Stored items
•••••
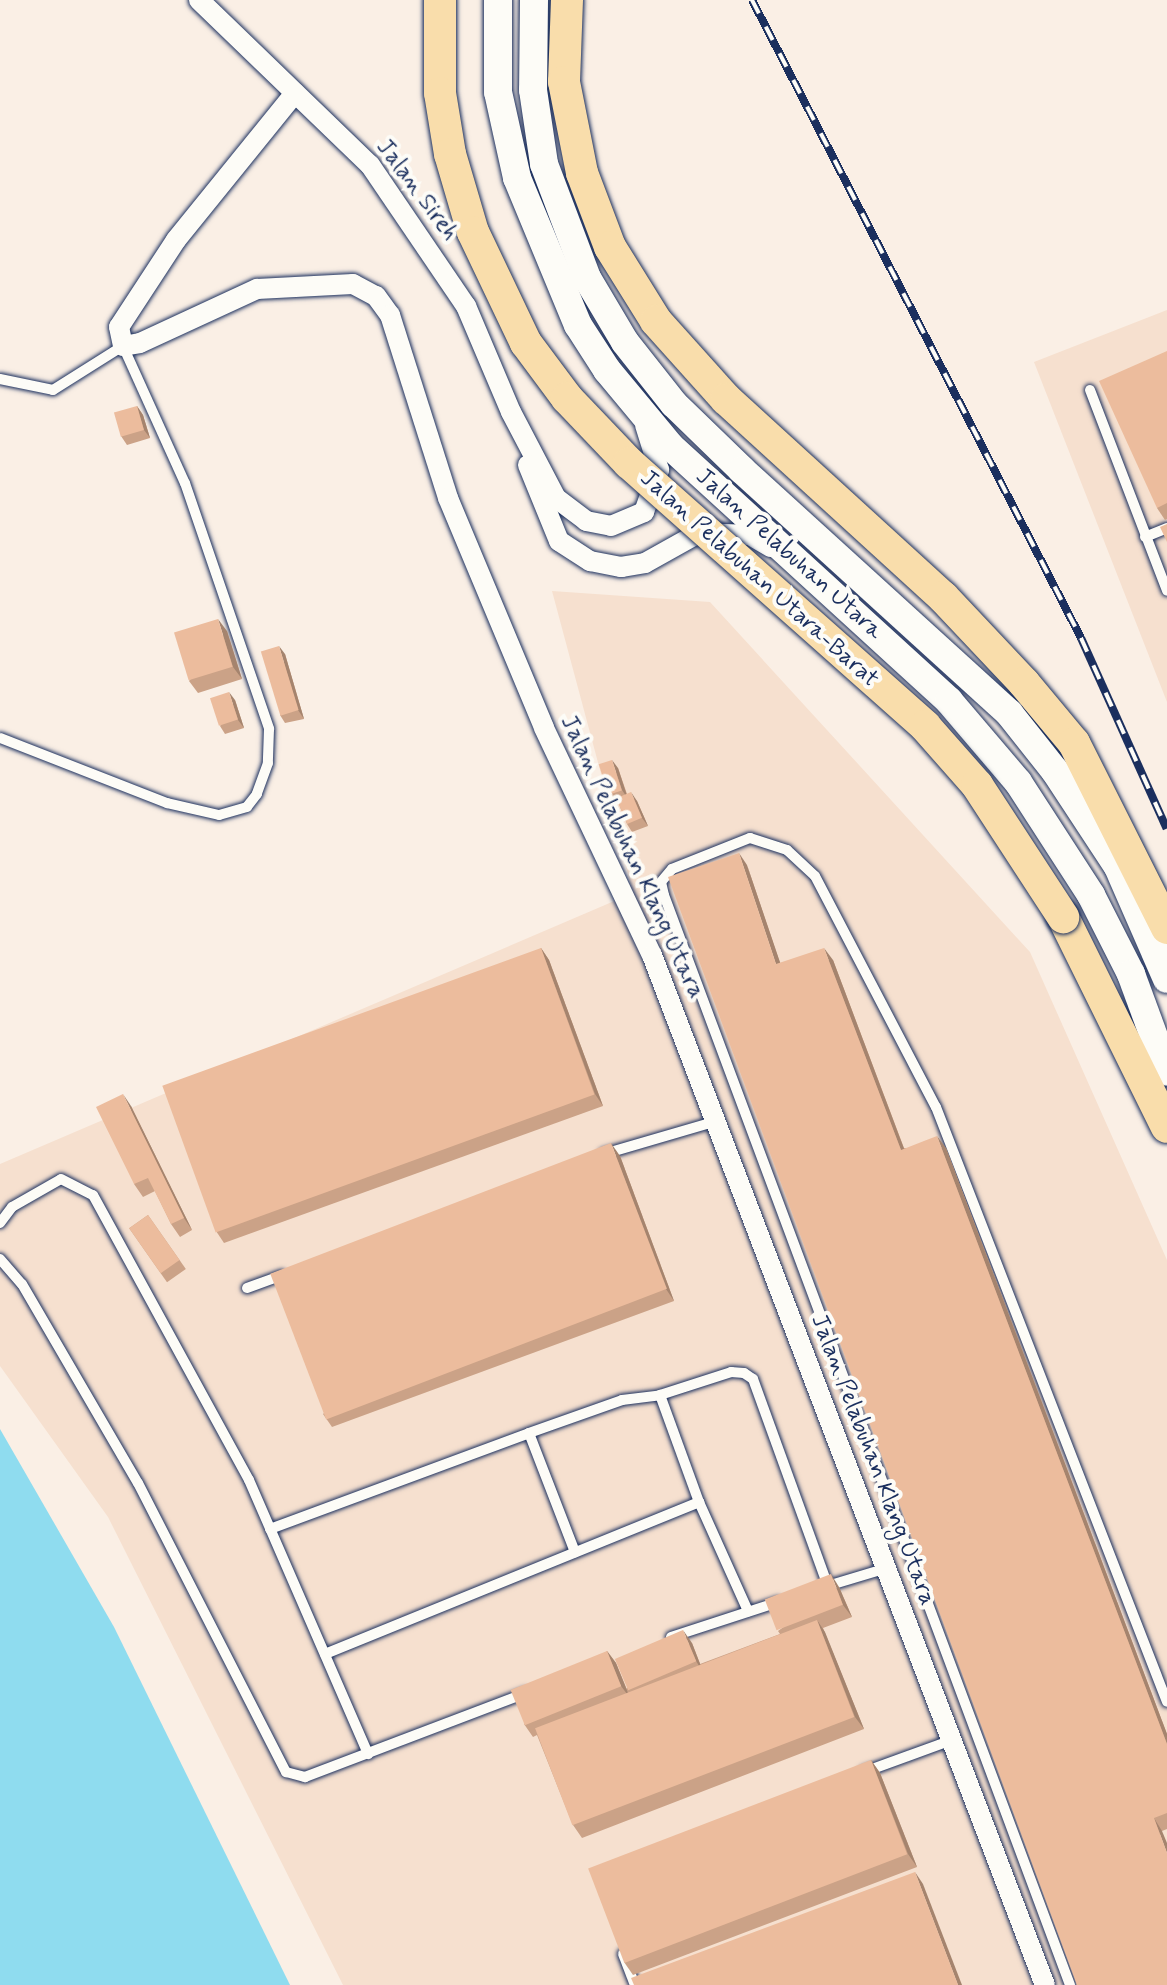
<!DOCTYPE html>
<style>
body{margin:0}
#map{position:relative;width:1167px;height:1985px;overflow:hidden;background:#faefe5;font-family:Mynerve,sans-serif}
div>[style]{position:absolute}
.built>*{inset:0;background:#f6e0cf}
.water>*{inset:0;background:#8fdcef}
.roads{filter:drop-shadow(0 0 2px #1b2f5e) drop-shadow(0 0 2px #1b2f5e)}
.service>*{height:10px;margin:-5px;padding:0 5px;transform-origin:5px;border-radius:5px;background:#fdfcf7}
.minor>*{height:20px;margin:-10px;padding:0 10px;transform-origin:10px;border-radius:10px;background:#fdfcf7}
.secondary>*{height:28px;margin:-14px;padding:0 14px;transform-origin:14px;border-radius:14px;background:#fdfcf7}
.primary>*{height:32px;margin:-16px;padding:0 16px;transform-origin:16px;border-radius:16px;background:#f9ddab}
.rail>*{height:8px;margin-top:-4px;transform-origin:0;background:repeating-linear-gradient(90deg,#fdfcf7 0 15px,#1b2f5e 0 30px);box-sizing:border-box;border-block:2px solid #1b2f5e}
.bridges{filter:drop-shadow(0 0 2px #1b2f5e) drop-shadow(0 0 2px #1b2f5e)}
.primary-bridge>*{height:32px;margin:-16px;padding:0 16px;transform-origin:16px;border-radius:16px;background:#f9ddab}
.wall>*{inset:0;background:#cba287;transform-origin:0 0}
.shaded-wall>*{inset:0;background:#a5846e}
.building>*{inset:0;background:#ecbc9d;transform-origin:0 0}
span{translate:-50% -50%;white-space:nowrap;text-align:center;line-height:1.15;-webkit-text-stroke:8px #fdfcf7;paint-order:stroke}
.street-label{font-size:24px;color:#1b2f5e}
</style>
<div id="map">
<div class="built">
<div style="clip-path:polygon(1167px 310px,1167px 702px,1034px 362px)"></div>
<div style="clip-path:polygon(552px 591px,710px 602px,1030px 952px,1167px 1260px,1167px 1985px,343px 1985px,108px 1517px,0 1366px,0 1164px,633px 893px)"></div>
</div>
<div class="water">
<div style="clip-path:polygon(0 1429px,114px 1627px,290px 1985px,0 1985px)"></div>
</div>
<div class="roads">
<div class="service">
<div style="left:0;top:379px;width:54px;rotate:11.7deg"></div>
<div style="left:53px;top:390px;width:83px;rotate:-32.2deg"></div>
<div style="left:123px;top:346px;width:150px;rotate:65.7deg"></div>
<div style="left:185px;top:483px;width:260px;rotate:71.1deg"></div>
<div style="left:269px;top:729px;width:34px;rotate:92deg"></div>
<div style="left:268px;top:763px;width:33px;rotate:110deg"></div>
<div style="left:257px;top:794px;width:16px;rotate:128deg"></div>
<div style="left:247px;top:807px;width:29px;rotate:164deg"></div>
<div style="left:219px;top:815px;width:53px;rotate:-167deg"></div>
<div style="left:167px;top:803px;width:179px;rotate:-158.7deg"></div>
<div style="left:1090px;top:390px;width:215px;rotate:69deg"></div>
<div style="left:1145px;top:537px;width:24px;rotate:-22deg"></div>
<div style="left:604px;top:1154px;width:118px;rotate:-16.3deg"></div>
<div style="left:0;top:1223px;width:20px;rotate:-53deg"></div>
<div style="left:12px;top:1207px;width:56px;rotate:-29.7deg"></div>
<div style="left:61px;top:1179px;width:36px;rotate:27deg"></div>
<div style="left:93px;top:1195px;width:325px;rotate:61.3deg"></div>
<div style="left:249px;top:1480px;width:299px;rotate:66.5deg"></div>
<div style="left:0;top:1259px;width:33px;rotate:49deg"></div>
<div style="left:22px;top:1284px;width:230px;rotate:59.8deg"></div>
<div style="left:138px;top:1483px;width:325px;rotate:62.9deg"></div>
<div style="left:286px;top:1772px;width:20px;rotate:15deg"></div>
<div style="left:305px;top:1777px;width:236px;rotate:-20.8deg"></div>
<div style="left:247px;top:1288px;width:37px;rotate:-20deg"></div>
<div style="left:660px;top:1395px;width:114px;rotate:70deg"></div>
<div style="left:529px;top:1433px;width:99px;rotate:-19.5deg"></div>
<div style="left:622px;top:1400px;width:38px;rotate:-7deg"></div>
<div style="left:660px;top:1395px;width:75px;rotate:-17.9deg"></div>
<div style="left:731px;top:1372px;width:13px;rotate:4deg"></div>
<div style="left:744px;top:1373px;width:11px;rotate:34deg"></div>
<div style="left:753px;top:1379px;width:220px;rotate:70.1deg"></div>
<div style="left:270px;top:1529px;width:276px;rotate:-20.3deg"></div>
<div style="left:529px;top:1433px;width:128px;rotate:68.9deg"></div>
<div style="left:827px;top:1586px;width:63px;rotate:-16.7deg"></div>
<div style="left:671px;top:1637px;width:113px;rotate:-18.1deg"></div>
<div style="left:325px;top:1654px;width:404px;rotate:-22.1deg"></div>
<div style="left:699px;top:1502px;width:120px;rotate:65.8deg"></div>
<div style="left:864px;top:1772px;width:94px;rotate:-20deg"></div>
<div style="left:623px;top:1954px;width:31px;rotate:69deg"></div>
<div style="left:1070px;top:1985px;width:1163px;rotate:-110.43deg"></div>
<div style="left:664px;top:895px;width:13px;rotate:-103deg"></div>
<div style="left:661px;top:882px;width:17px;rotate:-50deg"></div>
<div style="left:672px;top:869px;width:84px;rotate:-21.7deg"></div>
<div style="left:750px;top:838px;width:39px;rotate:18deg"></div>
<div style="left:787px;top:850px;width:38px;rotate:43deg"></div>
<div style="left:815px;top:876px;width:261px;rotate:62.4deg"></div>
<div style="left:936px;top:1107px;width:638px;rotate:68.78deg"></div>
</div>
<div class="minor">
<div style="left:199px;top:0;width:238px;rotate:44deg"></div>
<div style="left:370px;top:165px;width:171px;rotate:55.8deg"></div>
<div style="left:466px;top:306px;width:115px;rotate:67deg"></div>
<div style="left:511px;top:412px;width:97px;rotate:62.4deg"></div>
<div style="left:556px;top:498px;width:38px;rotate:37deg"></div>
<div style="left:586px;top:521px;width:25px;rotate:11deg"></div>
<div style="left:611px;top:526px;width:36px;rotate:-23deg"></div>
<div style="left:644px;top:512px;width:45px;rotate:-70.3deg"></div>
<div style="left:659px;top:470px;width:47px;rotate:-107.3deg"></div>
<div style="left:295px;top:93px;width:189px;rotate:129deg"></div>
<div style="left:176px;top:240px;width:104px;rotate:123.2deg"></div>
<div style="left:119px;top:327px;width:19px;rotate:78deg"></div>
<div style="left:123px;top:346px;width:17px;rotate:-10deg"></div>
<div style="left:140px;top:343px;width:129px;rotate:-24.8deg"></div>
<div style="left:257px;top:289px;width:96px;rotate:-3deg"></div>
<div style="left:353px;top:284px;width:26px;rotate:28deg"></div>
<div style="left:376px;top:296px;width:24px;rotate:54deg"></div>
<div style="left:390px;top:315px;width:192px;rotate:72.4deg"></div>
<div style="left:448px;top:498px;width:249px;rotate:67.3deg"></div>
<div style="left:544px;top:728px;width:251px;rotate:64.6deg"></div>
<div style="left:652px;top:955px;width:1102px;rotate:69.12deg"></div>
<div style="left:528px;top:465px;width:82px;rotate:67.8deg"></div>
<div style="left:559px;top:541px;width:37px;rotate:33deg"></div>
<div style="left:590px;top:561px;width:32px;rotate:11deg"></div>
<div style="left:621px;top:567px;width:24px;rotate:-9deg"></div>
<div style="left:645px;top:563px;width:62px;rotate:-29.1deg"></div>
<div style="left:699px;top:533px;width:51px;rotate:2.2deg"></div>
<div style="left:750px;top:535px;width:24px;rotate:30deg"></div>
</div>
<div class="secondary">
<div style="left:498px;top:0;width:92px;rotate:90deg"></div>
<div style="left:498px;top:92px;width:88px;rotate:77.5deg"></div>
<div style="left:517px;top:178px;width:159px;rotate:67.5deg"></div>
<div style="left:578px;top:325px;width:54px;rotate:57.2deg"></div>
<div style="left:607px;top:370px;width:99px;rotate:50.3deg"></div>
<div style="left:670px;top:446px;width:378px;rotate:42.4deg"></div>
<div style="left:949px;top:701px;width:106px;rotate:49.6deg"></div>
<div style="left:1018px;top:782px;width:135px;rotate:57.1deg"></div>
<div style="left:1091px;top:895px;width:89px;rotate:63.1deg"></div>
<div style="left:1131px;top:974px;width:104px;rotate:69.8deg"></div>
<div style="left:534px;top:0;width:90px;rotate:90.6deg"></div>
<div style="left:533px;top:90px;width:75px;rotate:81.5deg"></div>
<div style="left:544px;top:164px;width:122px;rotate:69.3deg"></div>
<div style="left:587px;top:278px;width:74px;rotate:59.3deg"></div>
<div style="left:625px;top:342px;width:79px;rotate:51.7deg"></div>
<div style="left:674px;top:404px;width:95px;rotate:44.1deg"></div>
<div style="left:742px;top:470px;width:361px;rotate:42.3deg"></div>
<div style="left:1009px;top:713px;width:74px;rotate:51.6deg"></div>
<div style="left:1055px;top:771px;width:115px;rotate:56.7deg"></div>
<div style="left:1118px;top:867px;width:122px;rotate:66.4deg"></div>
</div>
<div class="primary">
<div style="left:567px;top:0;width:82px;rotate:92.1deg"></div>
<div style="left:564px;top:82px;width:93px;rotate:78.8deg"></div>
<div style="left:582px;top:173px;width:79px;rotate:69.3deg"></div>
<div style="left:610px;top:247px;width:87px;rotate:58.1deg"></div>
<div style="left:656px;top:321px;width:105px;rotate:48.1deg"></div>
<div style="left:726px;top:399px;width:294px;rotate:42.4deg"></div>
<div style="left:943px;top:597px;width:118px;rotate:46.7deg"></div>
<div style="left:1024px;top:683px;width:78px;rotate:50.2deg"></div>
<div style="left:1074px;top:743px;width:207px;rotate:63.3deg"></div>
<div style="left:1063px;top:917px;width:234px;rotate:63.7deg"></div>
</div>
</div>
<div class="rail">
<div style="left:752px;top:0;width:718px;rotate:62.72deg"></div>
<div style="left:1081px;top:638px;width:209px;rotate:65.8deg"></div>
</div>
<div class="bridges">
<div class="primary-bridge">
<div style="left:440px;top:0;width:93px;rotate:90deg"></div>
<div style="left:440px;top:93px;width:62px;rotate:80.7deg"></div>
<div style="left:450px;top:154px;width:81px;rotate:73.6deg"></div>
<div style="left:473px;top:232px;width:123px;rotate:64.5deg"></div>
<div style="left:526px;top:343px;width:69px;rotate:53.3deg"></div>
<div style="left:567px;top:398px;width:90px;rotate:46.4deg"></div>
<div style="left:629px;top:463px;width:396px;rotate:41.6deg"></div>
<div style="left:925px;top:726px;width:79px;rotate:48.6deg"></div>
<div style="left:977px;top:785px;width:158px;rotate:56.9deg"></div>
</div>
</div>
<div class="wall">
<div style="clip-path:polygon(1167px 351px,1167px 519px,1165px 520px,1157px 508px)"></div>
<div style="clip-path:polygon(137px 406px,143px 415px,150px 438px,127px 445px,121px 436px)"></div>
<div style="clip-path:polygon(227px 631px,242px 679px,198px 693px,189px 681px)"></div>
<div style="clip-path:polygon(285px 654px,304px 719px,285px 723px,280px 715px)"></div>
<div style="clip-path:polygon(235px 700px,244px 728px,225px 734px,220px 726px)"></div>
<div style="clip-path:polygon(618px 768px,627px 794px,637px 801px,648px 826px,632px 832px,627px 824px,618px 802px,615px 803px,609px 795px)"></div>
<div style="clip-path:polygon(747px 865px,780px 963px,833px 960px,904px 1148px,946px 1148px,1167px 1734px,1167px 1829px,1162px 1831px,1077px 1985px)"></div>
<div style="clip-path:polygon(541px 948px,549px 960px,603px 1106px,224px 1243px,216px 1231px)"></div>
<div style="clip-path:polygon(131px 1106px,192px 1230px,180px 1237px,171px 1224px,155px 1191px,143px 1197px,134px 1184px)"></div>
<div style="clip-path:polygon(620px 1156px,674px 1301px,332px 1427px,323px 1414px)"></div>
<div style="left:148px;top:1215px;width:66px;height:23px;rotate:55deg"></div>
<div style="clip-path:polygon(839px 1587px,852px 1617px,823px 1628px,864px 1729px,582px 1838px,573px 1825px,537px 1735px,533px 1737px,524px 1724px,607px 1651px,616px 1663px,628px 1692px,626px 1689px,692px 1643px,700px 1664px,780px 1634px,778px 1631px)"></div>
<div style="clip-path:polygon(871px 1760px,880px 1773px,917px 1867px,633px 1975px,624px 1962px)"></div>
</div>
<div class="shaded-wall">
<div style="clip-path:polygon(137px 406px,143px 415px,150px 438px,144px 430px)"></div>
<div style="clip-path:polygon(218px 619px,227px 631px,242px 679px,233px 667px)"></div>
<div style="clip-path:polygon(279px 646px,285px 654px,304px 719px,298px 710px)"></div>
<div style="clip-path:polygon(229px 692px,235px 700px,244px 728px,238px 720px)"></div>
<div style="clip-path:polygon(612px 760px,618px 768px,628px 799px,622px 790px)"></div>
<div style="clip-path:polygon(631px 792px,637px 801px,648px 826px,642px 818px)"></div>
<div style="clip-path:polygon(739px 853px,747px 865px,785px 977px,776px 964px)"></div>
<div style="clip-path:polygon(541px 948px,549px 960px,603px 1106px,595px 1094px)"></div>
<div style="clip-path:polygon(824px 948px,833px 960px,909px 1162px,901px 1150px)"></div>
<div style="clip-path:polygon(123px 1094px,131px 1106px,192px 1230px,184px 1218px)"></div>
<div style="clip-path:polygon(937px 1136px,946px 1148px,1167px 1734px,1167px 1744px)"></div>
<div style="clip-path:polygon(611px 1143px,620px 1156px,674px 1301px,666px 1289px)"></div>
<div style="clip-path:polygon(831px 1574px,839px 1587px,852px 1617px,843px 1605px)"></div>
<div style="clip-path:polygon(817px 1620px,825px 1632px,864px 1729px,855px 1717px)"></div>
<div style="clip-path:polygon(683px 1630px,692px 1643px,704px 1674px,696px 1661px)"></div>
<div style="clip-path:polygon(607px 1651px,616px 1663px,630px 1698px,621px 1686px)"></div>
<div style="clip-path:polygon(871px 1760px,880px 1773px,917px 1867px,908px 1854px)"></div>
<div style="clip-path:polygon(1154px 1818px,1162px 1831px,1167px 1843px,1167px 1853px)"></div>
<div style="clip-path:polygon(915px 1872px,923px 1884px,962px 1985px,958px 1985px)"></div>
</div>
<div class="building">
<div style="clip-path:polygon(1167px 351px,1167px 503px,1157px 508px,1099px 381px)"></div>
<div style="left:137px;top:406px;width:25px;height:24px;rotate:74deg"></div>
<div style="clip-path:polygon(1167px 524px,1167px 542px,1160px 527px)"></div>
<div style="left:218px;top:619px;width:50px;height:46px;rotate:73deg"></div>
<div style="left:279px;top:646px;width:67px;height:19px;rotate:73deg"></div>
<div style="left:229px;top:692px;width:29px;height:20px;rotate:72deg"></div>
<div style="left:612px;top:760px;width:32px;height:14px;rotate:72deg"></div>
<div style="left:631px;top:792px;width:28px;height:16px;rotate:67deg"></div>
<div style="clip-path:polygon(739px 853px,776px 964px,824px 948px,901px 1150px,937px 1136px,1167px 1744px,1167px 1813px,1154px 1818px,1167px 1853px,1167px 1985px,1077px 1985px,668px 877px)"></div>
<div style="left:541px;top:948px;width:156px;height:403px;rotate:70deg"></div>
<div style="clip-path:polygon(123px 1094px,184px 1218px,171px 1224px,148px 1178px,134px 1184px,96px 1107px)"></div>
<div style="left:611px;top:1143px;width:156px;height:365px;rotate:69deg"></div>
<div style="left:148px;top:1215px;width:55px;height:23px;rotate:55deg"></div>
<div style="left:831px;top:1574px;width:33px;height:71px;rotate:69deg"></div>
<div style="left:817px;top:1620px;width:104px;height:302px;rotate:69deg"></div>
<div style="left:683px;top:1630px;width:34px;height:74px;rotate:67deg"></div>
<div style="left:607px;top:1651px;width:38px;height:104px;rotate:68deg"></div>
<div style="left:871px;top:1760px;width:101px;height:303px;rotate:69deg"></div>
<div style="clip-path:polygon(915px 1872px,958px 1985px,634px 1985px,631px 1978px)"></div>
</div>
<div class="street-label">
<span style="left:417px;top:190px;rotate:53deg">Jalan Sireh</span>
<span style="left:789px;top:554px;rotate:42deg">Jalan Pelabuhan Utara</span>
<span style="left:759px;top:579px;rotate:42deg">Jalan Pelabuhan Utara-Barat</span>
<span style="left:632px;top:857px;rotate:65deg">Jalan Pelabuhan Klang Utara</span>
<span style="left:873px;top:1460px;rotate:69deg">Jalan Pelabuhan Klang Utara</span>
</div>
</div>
•••••
Only one thing is wanted in reply: the number of lines in the entries that hold the string "roads".

Solution to the problem: 2